_WORK INSTRUCTION_
Within these entries, which lines include the string "street"? Copy each one.

[Data extracted from a collection]
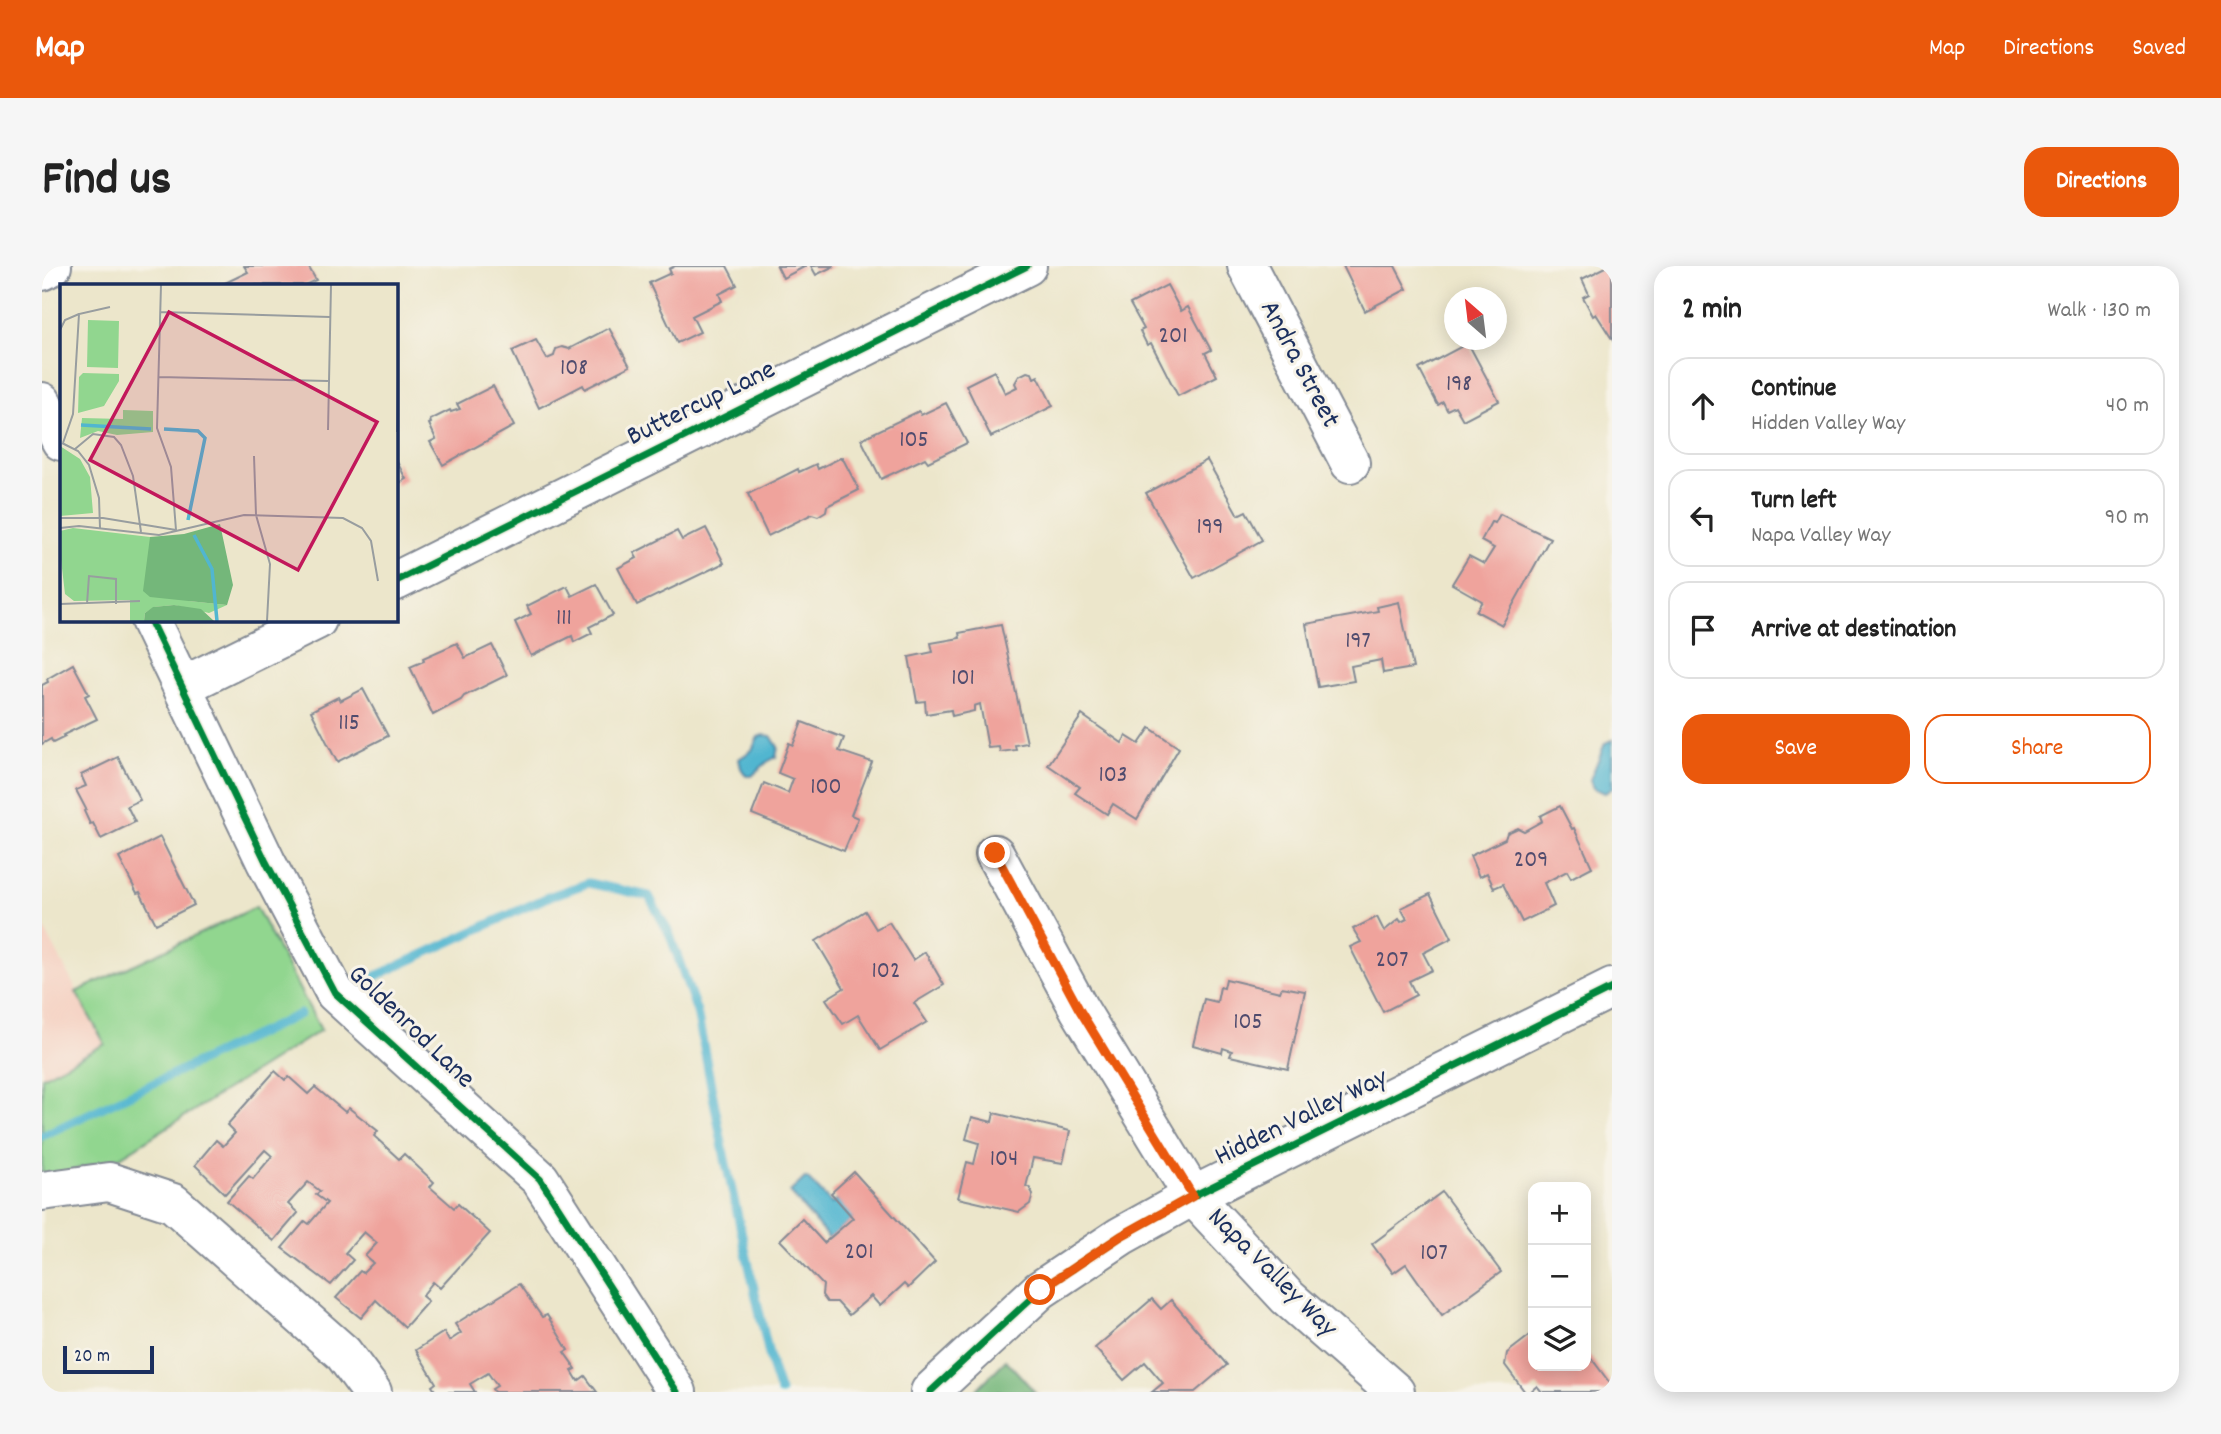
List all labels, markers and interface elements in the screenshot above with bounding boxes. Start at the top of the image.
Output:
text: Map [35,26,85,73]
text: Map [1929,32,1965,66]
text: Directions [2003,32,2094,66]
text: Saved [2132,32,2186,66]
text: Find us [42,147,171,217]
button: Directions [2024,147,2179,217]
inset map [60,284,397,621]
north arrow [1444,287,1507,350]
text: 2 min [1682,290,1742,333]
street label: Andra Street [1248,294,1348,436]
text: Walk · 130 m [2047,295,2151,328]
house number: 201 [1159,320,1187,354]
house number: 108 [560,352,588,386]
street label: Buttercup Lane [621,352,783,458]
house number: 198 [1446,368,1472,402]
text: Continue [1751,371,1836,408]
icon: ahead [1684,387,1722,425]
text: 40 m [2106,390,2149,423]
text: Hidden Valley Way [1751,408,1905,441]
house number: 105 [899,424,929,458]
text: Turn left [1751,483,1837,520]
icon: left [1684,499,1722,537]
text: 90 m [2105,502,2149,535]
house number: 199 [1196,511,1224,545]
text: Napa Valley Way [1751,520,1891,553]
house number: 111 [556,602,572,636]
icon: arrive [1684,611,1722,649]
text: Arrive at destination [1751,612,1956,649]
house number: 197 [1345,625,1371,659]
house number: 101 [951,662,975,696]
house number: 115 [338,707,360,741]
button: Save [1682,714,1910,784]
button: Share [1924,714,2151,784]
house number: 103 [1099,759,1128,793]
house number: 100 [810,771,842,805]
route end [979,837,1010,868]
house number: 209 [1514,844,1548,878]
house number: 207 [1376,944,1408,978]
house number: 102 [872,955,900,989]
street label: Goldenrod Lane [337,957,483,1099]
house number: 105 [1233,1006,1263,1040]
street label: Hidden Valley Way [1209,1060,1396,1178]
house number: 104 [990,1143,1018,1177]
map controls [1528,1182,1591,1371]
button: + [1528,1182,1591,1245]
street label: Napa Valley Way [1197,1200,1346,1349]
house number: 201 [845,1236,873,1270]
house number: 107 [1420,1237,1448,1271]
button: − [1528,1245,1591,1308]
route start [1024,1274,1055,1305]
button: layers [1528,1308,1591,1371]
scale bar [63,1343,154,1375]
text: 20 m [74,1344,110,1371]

_WRITTEN RESPONSE_
street label: Andra Street [1248,294,1348,436]
street label: Buttercup Lane [621,352,783,458]
street label: Goldenrod Lane [337,957,483,1099]
street label: Hidden Valley Way [1209,1060,1396,1178]
street label: Napa Valley Way [1197,1200,1346,1349]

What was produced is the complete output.